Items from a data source
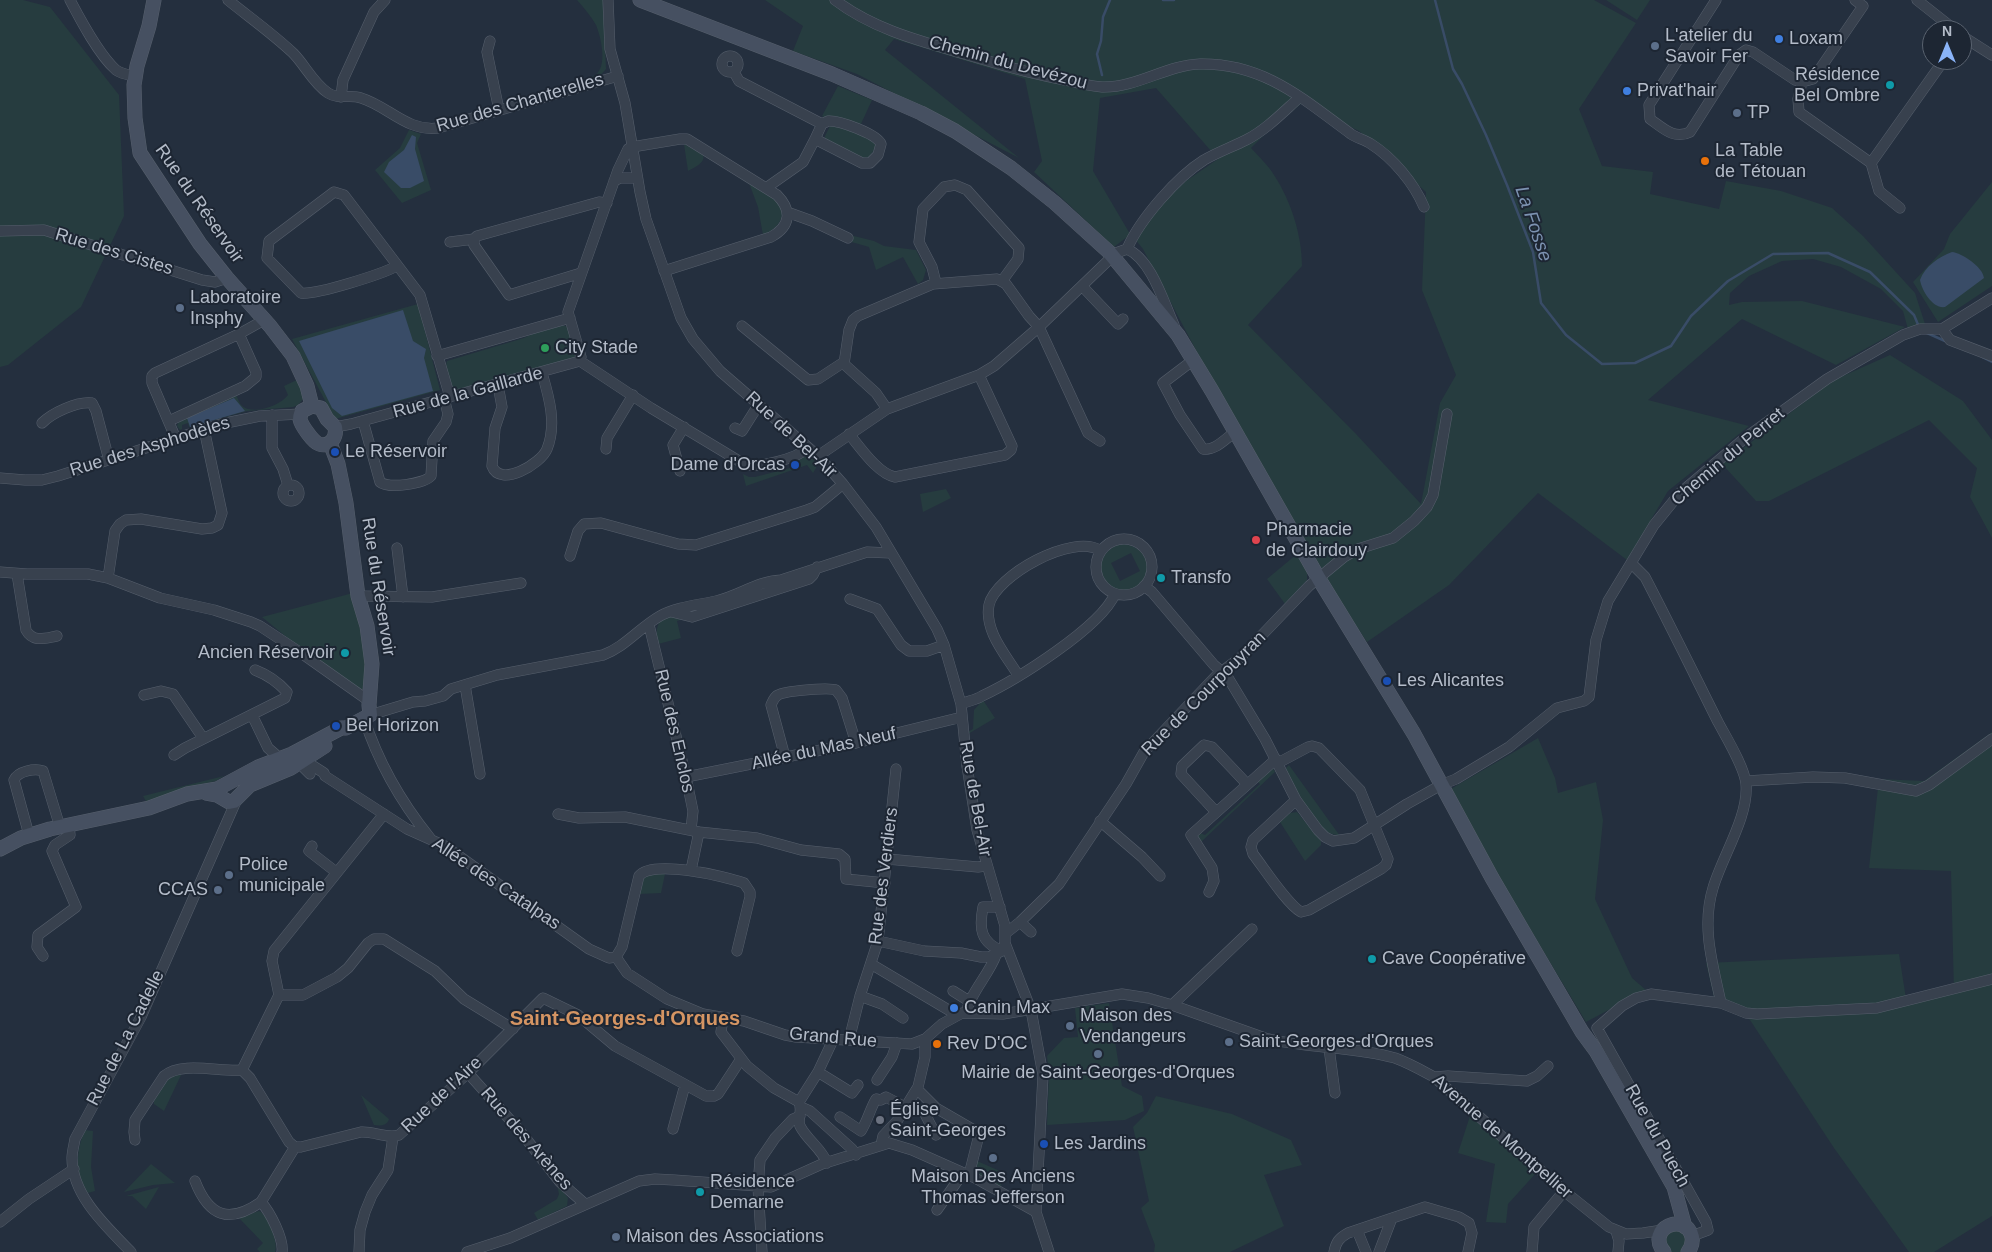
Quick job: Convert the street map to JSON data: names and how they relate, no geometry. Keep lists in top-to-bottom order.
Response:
{
  "streets": {
    "street": [
      "Chemin du Devézou",
      "Rue des Chanterelles",
      "Rue du Réservoir",
      "Rue des Cistes",
      "Rue de la Gaillarde",
      "Rue de Bel-Air",
      "Rue des Asphodèles",
      "Chemin du Perret",
      "Rue de Courpouyran",
      "Rue des Enclos",
      "Allée du Mas Neuf",
      "Rue des Verdiers",
      "Allée des Catalpas",
      "Rue de La Cadelle",
      "Grand Rue",
      "Rue de l'Aire",
      "Rue du Puech",
      "Avenue de Montpellier",
      "Rue des Arènes"
    ]
  },
  "crossings": [
    ["Rue des Chanterelles", "Rue de Bel-Air"],
    ["Rue du Réservoir", "Rue des Cistes"],
    ["Rue du Réservoir", "Rue des Asphodèles"],
    ["Rue du Réservoir", "Allée des Catalpas"],
    ["Rue de Bel-Air", "Rue de Courpouyran"],
    ["Rue de Bel-Air", "Allée du Mas Neuf"],
    ["Rue de Bel-Air", "Avenue de Montpellier"],
    ["Rue des Enclos", "Allée du Mas Neuf"],
    ["Rue des Verdiers", "Grand Rue"],
    ["Allée des Catalpas", "Grand Rue"],
    ["Rue de l'Aire", "Rue des Arènes"]
  ],
  "districts": ["Saint-Georges-d'Orques"],
  "water": ["La Fosse"],
  "places": [
    "Loxam",
    "L'atelier du Savoir Fer",
    "Résidence Bel Ombre",
    "Privat'hair",
    "TP",
    "La Table de Tétouan",
    "Laboratoire Insphy",
    "City Stade",
    "Le Réservoir",
    "Dame d'Orcas",
    "Pharmacie de Clairdouy",
    "Transfo",
    "Ancien Réservoir",
    "Les Alicantes",
    "Bel Horizon",
    "Police municipale",
    "CCAS",
    "Cave Coopérative",
    "Canin Max",
    "Maison des Vendangeurs",
    "Saint-Georges-d'Orques",
    "Rev D'OC",
    "Mairie de Saint-Georges-d'Orques",
    "Église Saint-Georges",
    "Les Jardins",
    "Maison Des Anciens Thomas Jefferson",
    "Résidence Demarne",
    "Maison des Associations"
  ],
  "north": "top"
}
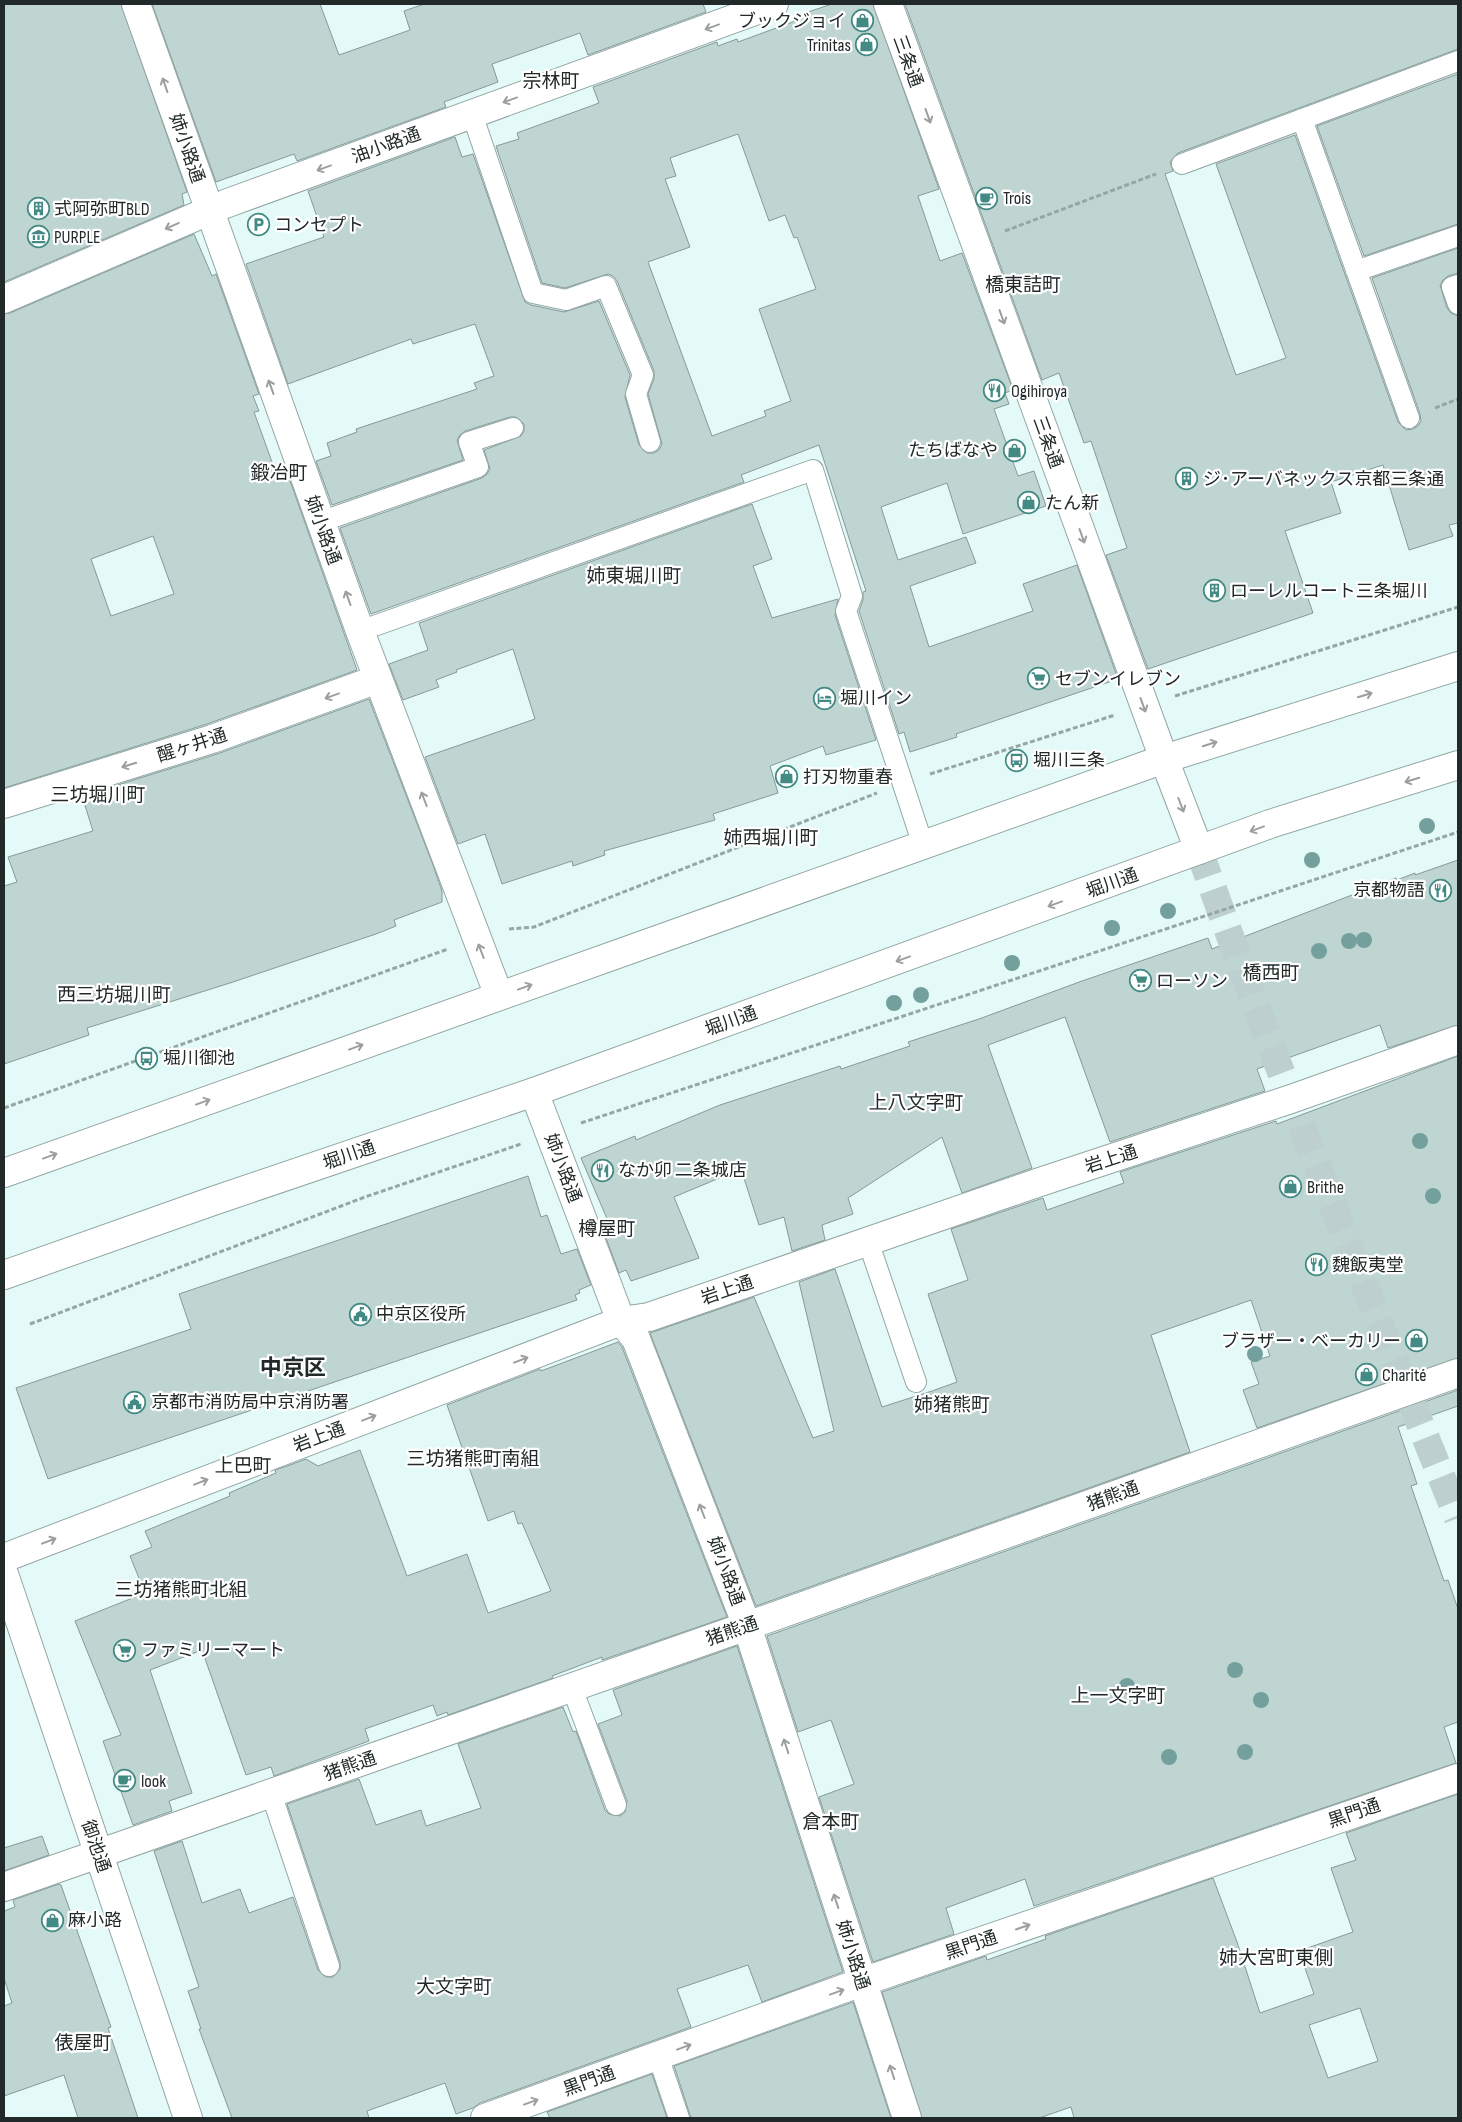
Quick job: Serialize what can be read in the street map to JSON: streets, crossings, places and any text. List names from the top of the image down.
{
  "streets": {
    "street": [
      "三条通",
      "油小路通",
      "姉小路通",
      "醒ヶ井通",
      "堀川通",
      "岩上通",
      "猪熊通",
      "黒門通",
      "御池通"
    ]
  },
  "crossings": [
    ["三条通", "堀川通"],
    ["油小路通", "姉小路通"],
    ["姉小路通", "醒ヶ井通"],
    ["姉小路通", "堀川通"],
    ["姉小路通", "岩上通"],
    ["姉小路通", "猪熊通"],
    ["姉小路通", "黒門通"],
    ["猪熊通", "御池通"]
  ],
  "one_way": [
    "三条通",
    "油小路通",
    "姉小路通",
    "醒ヶ井通",
    "岩上通",
    "黒門通"
  ],
  "districts": [
    "宗林町",
    "橋東詰町",
    "鍛冶町",
    "姉東堀川町",
    "三坊堀川町",
    "姉西堀川町",
    "橋西町",
    "西三坊堀川町",
    "上八文字町",
    "樽屋町",
    "中京区",
    "姉猪熊町",
    "三坊猪熊町南組",
    "上巴町",
    "三坊猪熊町北組",
    "上一文字町",
    "倉本町",
    "姉大宮町東側",
    "大文字町",
    "俵屋町"
  ],
  "places": {
    "shop": [
      "ブックジョイ",
      "Trinitas",
      "たちばなや",
      "たん新",
      "打刃物重春",
      "Brithe",
      "ブラザー・ベーカリー",
      "Charité",
      "麻小路"
    ],
    "cafe": ["Trois", "look"],
    "building": ["式阿弥町BLD", "ジ･アーバネックス京都三条通", "ローレルコート三条堀川"],
    "parking": ["コンセプト"],
    "museum": ["PURPLE"],
    "restaurant": [
      "Ogihiroya",
      "京都物語",
      "なか卯 二条城店",
      "魏飯夷堂"
    ],
    "supermarket": ["セブンイレブン", "ローソン", "ファミリーマート"],
    "hotel": ["堀川イン"],
    "bus stop": ["堀川三条", "堀川御池"],
    "public building": ["中京区役所", "京都市消防局中京消防署"]
  }
}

#### DIRECTIONS FOR THIS TASK:
Print every line of the data exactly. Pictures do not belong in the copy.

#### PROBLEM SOLUTION:
Quick job: Convert the street map to JSON data: names and how they relate, no geometry. Keep lists in top-to-bottom order.
Response:
{
  "streets": {
    "street": [
      "Chemin du Devézou",
      "Rue des Chanterelles",
      "Rue du Réservoir",
      "Rue des Cistes",
      "Rue de la Gaillarde",
      "Rue de Bel-Air",
      "Rue des Asphodèles",
      "Chemin du Perret",
      "Rue de Courpouyran",
      "Rue des Enclos",
      "Allée du Mas Neuf",
      "Rue des Verdiers",
      "Allée des Catalpas",
      "Rue de La Cadelle",
      "Grand Rue",
      "Rue de l'Aire",
      "Rue du Puech",
      "Avenue de Montpellier",
      "Rue des Arènes"
    ]
  },
  "crossings": [
    ["Rue des Chanterelles", "Rue de Bel-Air"],
    ["Rue du Réservoir", "Rue des Cistes"],
    ["Rue du Réservoir", "Rue des Asphodèles"],
    ["Rue du Réservoir", "Allée des Catalpas"],
    ["Rue de Bel-Air", "Rue de Courpouyran"],
    ["Rue de Bel-Air", "Allée du Mas Neuf"],
    ["Rue de Bel-Air", "Avenue de Montpellier"],
    ["Rue des Enclos", "Allée du Mas Neuf"],
    ["Rue des Verdiers", "Grand Rue"],
    ["Allée des Catalpas", "Grand Rue"],
    ["Rue de l'Aire", "Rue des Arènes"]
  ],
  "districts": ["Saint-Georges-d'Orques"],
  "water": ["La Fosse"],
  "places": [
    "Loxam",
    "L'atelier du Savoir Fer",
    "Résidence Bel Ombre",
    "Privat'hair",
    "TP",
    "La Table de Tétouan",
    "Laboratoire Insphy",
    "City Stade",
    "Le Réservoir",
    "Dame d'Orcas",
    "Pharmacie de Clairdouy",
    "Transfo",
    "Ancien Réservoir",
    "Les Alicantes",
    "Bel Horizon",
    "Police municipale",
    "CCAS",
    "Cave Coopérative",
    "Canin Max",
    "Maison des Vendangeurs",
    "Saint-Georges-d'Orques",
    "Rev D'OC",
    "Mairie de Saint-Georges-d'Orques",
    "Église Saint-Georges",
    "Les Jardins",
    "Maison Des Anciens Thomas Jefferson",
    "Résidence Demarne",
    "Maison des Associations"
  ],
  "north": "top"
}
Quick job: Serialize what can be read in the street map to JSON: streets, crossings, places and any text. List names from the top of the image down.
{
  "streets": {
    "street": [
      "三条通",
      "油小路通",
      "姉小路通",
      "醒ヶ井通",
      "堀川通",
      "岩上通",
      "猪熊通",
      "黒門通",
      "御池通"
    ]
  },
  "crossings": [
    ["三条通", "堀川通"],
    ["油小路通", "姉小路通"],
    ["姉小路通", "醒ヶ井通"],
    ["姉小路通", "堀川通"],
    ["姉小路通", "岩上通"],
    ["姉小路通", "猪熊通"],
    ["姉小路通", "黒門通"],
    ["猪熊通", "御池通"]
  ],
  "one_way": [
    "三条通",
    "油小路通",
    "姉小路通",
    "醒ヶ井通",
    "岩上通",
    "黒門通"
  ],
  "districts": [
    "宗林町",
    "橋東詰町",
    "鍛冶町",
    "姉東堀川町",
    "三坊堀川町",
    "姉西堀川町",
    "橋西町",
    "西三坊堀川町",
    "上八文字町",
    "樽屋町",
    "中京区",
    "姉猪熊町",
    "三坊猪熊町南組",
    "上巴町",
    "三坊猪熊町北組",
    "上一文字町",
    "倉本町",
    "姉大宮町東側",
    "大文字町",
    "俵屋町"
  ],
  "places": {
    "shop": [
      "ブックジョイ",
      "Trinitas",
      "たちばなや",
      "たん新",
      "打刃物重春",
      "Brithe",
      "ブラザー・ベーカリー",
      "Charité",
      "麻小路"
    ],
    "cafe": ["Trois", "look"],
    "building": ["式阿弥町BLD", "ジ･アーバネックス京都三条通", "ローレルコート三条堀川"],
    "parking": ["コンセプト"],
    "museum": ["PURPLE"],
    "restaurant": [
      "Ogihiroya",
      "京都物語",
      "なか卯 二条城店",
      "魏飯夷堂"
    ],
    "supermarket": ["セブンイレブン", "ローソン", "ファミリーマート"],
    "hotel": ["堀川イン"],
    "bus stop": ["堀川三条", "堀川御池"],
    "public building": ["中京区役所", "京都市消防局中京消防署"]
  }
}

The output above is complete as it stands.